We sympathize with the difficult situation that Dixon Mayor Jim Burke has endured for more than 18 months since the arrest of then-Comptroller Rita Crundwell for a massive theft – more than $53 million – from city accounts.
The pressure on Burke goes back even further. After the mayor was alerted to the existence of Crundwell’s secret bank account in the fall of 2011, he informed the FBI and then had to keep it to himself, month after month, until FBI agents arrested Crundwell at city hall on April 17, 2012.
Since then, it’s our impression that the mayor has been open, generally, to discussing the case – as open as he could be, given the criminal investigation and the city’s ongoing lawsuit against its auditors and a bank that held the secret Crundwell account.
This year has seen two significant developments.
Crundwell was sentenced in February to nearly 20 years in prison after pleading guilty.

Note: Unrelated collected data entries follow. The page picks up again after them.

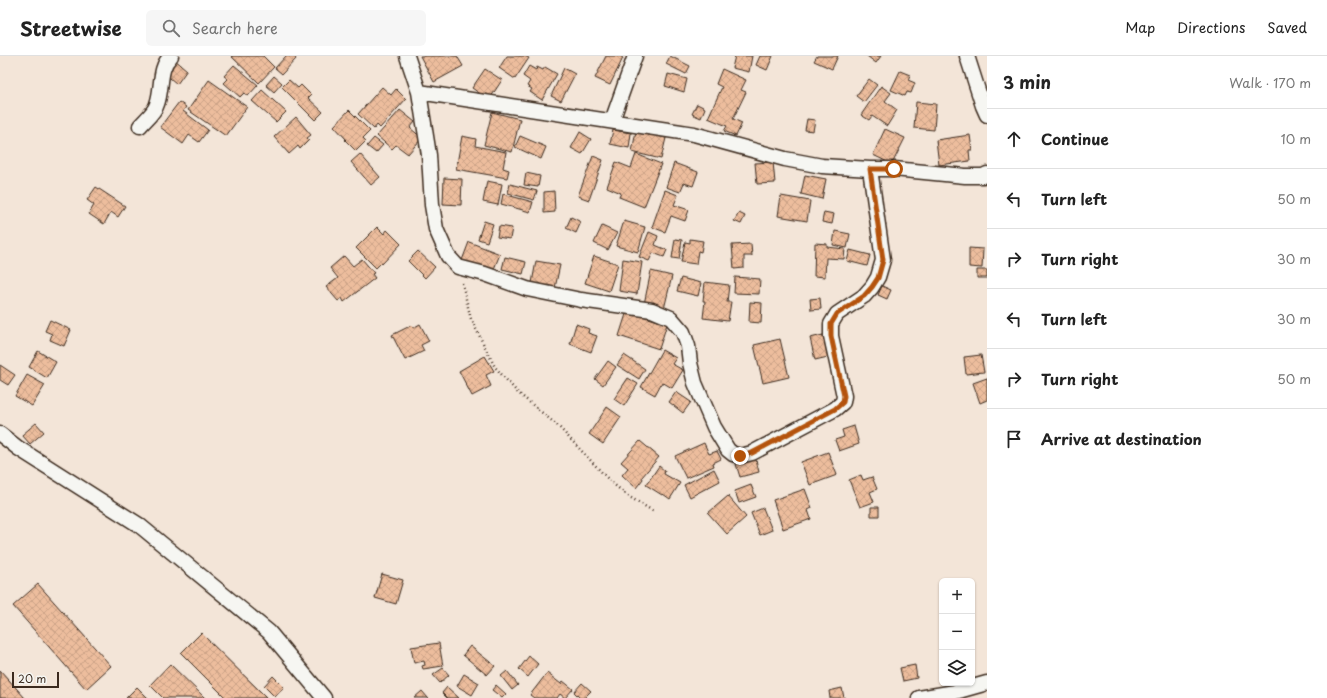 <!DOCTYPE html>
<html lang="en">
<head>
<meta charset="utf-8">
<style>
  body { margin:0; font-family:"Playpen Sans",sans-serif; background:#f6f6f6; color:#222 }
  .controls { position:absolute; right:12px; bottom:12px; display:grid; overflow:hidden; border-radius:6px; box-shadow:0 1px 3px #0004 }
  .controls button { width:36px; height:36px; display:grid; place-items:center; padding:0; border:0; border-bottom:1px solid #e0e0e0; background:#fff; color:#222; font:20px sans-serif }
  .scale { position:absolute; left:12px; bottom:10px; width:47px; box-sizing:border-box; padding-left:4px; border:2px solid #3b2a1e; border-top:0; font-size:11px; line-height:14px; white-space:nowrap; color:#3b2a1e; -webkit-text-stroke:3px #f6f6f2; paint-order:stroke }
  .stop { position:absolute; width:12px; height:12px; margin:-9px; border:3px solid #b45309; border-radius:50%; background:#fff }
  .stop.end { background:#b45309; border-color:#fff; box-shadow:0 1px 4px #0008 }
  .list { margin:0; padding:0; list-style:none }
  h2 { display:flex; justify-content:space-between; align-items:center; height:52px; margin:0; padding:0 16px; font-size:17px }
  h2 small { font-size:13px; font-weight:400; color:#767676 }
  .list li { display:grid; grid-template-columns:26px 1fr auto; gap:12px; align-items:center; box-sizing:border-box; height:60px; padding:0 16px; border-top:1px solid #e0e0e0 }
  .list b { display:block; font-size:15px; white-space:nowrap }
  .list em { font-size:13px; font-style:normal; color:#767676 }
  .icon { flex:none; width:22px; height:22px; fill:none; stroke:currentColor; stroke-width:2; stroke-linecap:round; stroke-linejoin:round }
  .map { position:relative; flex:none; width:987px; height:642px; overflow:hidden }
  header { display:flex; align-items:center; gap:24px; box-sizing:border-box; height:56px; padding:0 20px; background:#fff; border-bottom:1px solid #e0e0e0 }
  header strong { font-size:19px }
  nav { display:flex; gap:22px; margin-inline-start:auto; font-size:14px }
  .search { width:280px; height:36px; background:#f6f6f6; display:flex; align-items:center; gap:10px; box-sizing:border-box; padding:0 14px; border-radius:6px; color:#767676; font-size:15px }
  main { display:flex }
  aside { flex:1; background:#fff }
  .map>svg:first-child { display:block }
</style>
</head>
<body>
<header>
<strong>Streetwise</strong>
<div class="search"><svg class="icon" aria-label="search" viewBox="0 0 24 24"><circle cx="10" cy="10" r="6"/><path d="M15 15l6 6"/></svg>Search here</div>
<nav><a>Map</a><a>Directions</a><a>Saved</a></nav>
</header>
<main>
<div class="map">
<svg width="987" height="642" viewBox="0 0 987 642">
  <defs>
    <pattern id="building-cross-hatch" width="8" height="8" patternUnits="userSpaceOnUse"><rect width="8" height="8" fill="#edbd9d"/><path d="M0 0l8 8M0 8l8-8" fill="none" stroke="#cca387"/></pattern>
  </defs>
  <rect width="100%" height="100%" fill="#f3e5d8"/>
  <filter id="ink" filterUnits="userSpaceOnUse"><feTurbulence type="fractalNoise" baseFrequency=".025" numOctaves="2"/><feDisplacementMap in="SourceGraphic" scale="8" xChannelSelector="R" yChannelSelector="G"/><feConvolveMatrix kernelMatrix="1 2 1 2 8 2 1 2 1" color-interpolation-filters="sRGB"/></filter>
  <g filter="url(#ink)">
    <path fill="url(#building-cross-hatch)" stroke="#3b2a1e" d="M231 0H263L274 11 259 27Z
      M286 0H294L296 3 282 18 275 12Z
      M420 0H457L463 10 434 26Z
      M507 0H525L529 2 515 23 499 12Z
      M606 0H620L623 2 610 29 595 22Z
      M670 0 690 10 686 18 666 8Z
      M735 0H752L749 16 732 12Z
      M760 0H773L767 14 756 9Z
      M817 0H838L832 13 814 5Z
      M867 0H881L876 7Z
      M174 3 187 14 177 28 163 16Z
      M234 9 258 29 248 40 244 37 240 41 224 27 228 23 224 20Z
      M529 10 536 14 537 11 543 14 545 11 557 18 542 44 530 36 532 33 527 30 530 25 523 20Z
      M564 12 575 18 561 45 551 40Z
      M485 13 502 24 489 44 472 32Z
      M722 13 746 24 741 34 746 36 733 63 742 67 736 80 724 75 727 70 708 62 722 31 716 28Z
      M900 15 910 19 908 24 915 27 911 37 907 36 905 40 891 34Z
      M668 18 687 23 684 36 665 30Z
      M274 20 282 27 274 36 266 29Z
      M869 23 877 29 864 46 856 40Z
      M209 24 247 51 226 80 188 54Z
      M289 24 298 32 301 29 311 39 308 42 323 56 315 64 282 31Z
      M881 30 891 37 885 45 897 54 887 70 872 60 869 64 861 59Z
      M382 31 391 39 396 33 406 43 380 72 377 69 374 73 358 58Z
      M262 34 286 56 276 66 252 45Z
      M179 46 186 51 183 55 208 74 199 86 189 79 183 88 160 71Z
      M916 46 936 48 934 74 914 72Z
      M697 48 705 52 701 62 692 58Z
      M349 54 370 75 363 82 366 85 356 95 345 84 346 83 334 70Z
      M400 54 415 66 410 72 422 82 408 98 396 89 392 93 377 80Z
      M492 56 520 63 512 96 484 89Z
      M296 61 311 79 307 82 309 84 300 93 298 90 289 98 274 81Z
      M807 63 815 64 813 75 805 74Z
      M885 73 905 82 892 108 873 99Z
      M613 74 631 77 629 92 610 88Z
      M636 75 666 82 661 103 632 96Z
      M580 76 591 83 582 98 571 92Z
      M970 79 972 94H969L970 105 939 109 936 84Z
      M462 80 476 83 475 90 506 96 503 112 509 114 507 122 456 113Z
      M520 80 546 91 541 103 515 91Z
      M374 82 383 89 376 97 367 90Z
      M360 98 380 121 371 129 351 106Z
      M636 98 661 108 644 151 619 141 621 137 607 131 616 106 631 112Z
      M593 100 603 104 589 144 578 140Z
      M773 106 775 127 757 128 755 107Z
      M674 107 698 116 693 130 684 127 680 136 666 131Z
      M526 117 540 120 538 131 524 129Z
      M805 119 826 123 822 143 801 138Z
      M444 122 462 123 461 149 443 148Z
      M487 125 502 128 498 149 483 146Z
      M510 128 537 135 534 144 508 137Z
      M96 131 125 150 118 161 111 156 104 168 89 158 94 149 87 144Z
      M665 134 678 139 674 149 689 154 685 165 671 160 665 176 652 171Z
      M554 135 555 156 544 157V136Z
      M503 138 533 146 530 156 501 148Z
      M781 140 810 145 807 165 778 160Z
      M824 156 834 158 832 168 822 166Z
      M739 157 745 160 741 168 734 165Z
      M571 161 581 166 576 177 566 172Z
      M484 165 493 168 487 186 478 183Z
      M624 165 645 171 638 196 616 190Z
      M499 170 512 172 510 183 497 181Z
      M602 170 617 177 608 194 594 187Z
      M377 171 384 178 387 174 401 188 382 208 381 207 376 212 356 192Z
      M835 175 850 178 847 192 833 189Z
      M649 176 658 180 655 189 667 194 664 201 653 197 649 205 639 201Z
      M675 183 682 184 679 203 672 202Z
      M690 183 703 185 701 196 698 195 696 208 681 206 685 186 690 187Z
      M469 186 500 198 492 218 461 207Z
      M815 187 827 188V191L845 193 844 203 826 202 825 221 814 220Z
      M751 188 752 200H744V212L734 213 732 189Z
      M969 192 983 193 982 212 969 211Z
      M850 194 870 199 867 210 847 205Z
      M418 195 435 211 425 222 408 205Z
      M344 200 353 210 362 203 374 217 372 218 375 222 344 246 342 242 338 245 326 231 338 222 330 212Z
      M594 200 618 208 609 235 585 227Z
      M505 201 526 206 523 218 502 213Z
      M623 203 642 206 637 238 619 235Z
      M536 205 560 209 555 232 532 227Z
      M977 214H987V222H977Z
      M651 215 672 220 664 253 644 248Z
      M735 221 760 223 759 238 734 237Z
      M681 222 701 227 698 240 677 235Z
      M705 226 729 229 727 246H731L728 265 703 262 705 245H703Z
      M882 230 891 234 887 243 878 239Z
      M820 242 821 253 811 254 810 243Z
      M750 246 762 247 761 267 749 266Z
      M627 255 667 268 659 293 619 280Z
      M50 264 71 274 64 290 50 284 52 278 45 275Z
      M420 268 429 285 421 289 424 295 405 304 392 279 412 269 413 272Z
      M576 268 589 273 588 277 597 280 591 296 570 288Z
      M823 279 828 301 815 304 810 282Z
      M780 283 789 321 763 327 754 289Z
      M662 294 676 302 672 308 683 314 672 332 662 326 655 339 641 331Z
      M38 295 56 306 47 322 29 311Z
      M624 299 645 313 639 323 617 309Z
      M981 299 984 316 966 318 964 301Z
      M485 300 494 315 486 319 491 330 472 340 459 315Z
      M608 305 616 311 603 329 595 323Z
      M0 309 15 319 8 329 0 324Z
      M27 319 45 329 32 350 15 340Z
      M628 322 638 328 624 350 614 343Z
      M987 322V344L980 347 973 327Z
      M676 336 691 346 683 357 669 346Z
      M607 351 621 361 603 388 589 378Z
      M36 367 44 376 30 388 22 379Z
      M854 370 859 388 839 395 835 384 844 381 842 374Z
      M640 385 659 401 642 421 643 423 636 432 622 419 628 412 621 406Z
      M704 387 709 398 717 395 721 403 713 407 714 410 686 422 675 400Z
      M828 396 837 419 810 429 801 406Z
      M755 400 759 416 740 421 735 405Z
      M659 410 665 415 664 418 680 427 670 443 663 438 662 439 646 429Z
      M714 413 720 425 690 441 684 429Z
      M861 419 863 424 872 421 877 433 870 436 874 446 860 451 849 424Z
      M751 429 756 441 739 447 735 435Z
      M805 433 812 452 808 454 811 463 783 473 773 444Z
      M728 440 746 461 727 478 708 457Z
      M871 451H879V460H871Z
      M763 452 772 474 760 479 751 457Z
      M382 518 403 524 396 548 375 542Z
      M38 528 111 610 86 633 13 550Z
      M201 577 267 642H226L181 597Z
      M439 587 443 610 423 613 422 610 425 609 424 605 414 607 411 591Z
      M470 590 495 610 487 619 463 599Z
      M529 600 538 608 528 621 519 613Z
      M170 608 205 642H163L150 629Z
      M915 609 917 622 903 625 900 612Z
      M443 612 449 619 440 627 433 619Z
      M0 614 25 642H0Z
      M507 615 518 629 512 634 501 620Z
      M547 617 561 628 563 625 573 633 565 642 560 638 557 642H534L530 639Z
      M464 618 479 627 472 639 457 630Z
      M273 620 284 631 275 641 264 630Z
      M582 627 591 635 584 642H580L574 636Z
      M496 629 506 638 502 642 492 634Z
      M137 631 148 642H126Z
      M447 631 459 642H447L442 637Z
      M842 632 844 642H830L829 635Z
      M422 635 428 642H414Z"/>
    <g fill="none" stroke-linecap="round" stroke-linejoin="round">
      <g stroke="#3b2a1e" stroke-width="17">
        <path id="minor" d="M407 0 419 36 429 99 432 149 436 173 448 200 458 211 485 218 527 233 581 244 652 254 671 262 683 276 688 290 690 307 695 327 714 371 728 394 733 398 740 400 752 397 835 353 843 346 844 340 831 280V268L837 258 864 240 872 231 878 221 883 204 870 113
          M967 0 983 50 987 59
          M419 36 694 78 785 103 822 110 870 113H894L965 120H983L987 118
          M612 65 635 0
          M140 70C145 64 155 56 157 48 163 32 158 12 171 0
          M0 378 18 392 139 469 269 576 324 642
          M919 642 955 636 987 627"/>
      </g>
      <path stroke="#3b2a1e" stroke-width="2.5" stroke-dasharray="1 3" stroke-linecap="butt" d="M462 227 471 263 495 311 517 336 557 369 611 426 628 440 653 455"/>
      <use href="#minor" stroke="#f6f6f2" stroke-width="14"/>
    </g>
  </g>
  <g fill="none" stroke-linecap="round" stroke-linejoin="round" filter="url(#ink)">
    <path stroke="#b45309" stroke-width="5" d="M740 400 752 397 835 353 843 346 844 340 831 280V268L837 258 864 240 872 231 878 222 883 204 870 113H894"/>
  </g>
</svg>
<div class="controls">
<button>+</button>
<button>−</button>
<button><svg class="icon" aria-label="layers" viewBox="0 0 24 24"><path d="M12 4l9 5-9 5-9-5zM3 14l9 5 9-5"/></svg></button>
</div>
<div class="scale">20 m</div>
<div class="stop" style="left:894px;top:113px"></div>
<div class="stop end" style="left:740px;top:400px"></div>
</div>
<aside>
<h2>3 min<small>Walk · 170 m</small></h2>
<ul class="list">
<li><svg class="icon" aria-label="ahead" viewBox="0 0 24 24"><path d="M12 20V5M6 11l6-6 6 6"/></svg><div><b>Continue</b></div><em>10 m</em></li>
<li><svg class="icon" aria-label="left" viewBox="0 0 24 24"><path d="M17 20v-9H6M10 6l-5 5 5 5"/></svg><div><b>Turn left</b></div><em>50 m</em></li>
<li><svg class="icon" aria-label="right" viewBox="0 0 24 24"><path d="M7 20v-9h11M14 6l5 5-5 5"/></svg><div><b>Turn right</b></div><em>30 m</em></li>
<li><svg class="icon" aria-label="left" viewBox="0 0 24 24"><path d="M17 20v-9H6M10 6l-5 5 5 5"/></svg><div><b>Turn left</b></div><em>30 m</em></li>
<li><svg class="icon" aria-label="right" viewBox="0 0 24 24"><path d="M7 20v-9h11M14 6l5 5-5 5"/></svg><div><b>Turn right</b></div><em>50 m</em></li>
<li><svg class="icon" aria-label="arrive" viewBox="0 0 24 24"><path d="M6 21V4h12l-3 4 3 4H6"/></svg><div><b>Arrive at destination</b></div></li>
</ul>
</aside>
</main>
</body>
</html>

The city’s lawsuit was settled this fall to the tune of nearly $40 million to be paid by the defendants to the city.
Before the city convened a public meeting to take comments about what to do with the money, Burke’s initial inclination seemed to be to take questions about other aspects of the Crundwell case. He announced publicly that he would do so.
But then, for reasons that remain unknown to us, Burke changed his mind.
Furthermore, the mayor announced Monday that he did not want to answer any more questions about Crundwell and the scandal that has rocked Dixon and blackened its reputation at home and around the world.
We are puzzled by the mayor’s decision.
Yes, Burke must be exceedingly tired of the whole mess. From the start, the mayor found himself taking heat for the failings of a department – Accounts and Finances – for which, in the city’s commission form of government, he was not directly responsible.
Burke soldiered on through the hiring of a new finance director and a separate scandal earlier this year regarding the use of a city credit card for personal expenses by then-City Engineer Shawn Ortgiesen.
With the recovery of millions of dollars, Burke apparently wants to finally put this scandal in his rearview mirror.
We urge Burke to rethink his decision.
We believe far too many questions remain unanswered for the mayor to quit talking now.
For one thing, with Crundwell’s negotiated guilty plea, the public was denied a federal trial during which many more facts about the theft, uncovered by the FBI during its 2011-12 investigation, would have surfaced.
Who were all the players in the incestuous financial dealings and cozy relationships that filled the city hall culture created by Crundwell?
How many people were obligated to Crundwell because they sought and accepted loans from her, or worked for her business, or socialized with her?
How on earth did she keep her thefts a secret for so long?
Burke’s decision doesn’t instill public confidence, as a strong streak of skepticism still exists among the people. If the mayor is trying to spare others from embarrassment, he is making a mistake.
It’s safe to say that no other people will be charged in the case, or the FBI would have done so by now. By ending his comments on Crundwell, Burke leaves himself subject to speculation, rumor and conjecture that probably is worse than the truth.
We remind the mayor that transparency leads to trust. Crundwell’s conviction can’t buy that trust. Neither can $40 million.
But continued openness can.
Dixon residents need to learn everything they can from this sad, difficult, and expensive lesson, so they can be on guard in the future.
That is the purpose served by continued public questions and mayoral answers.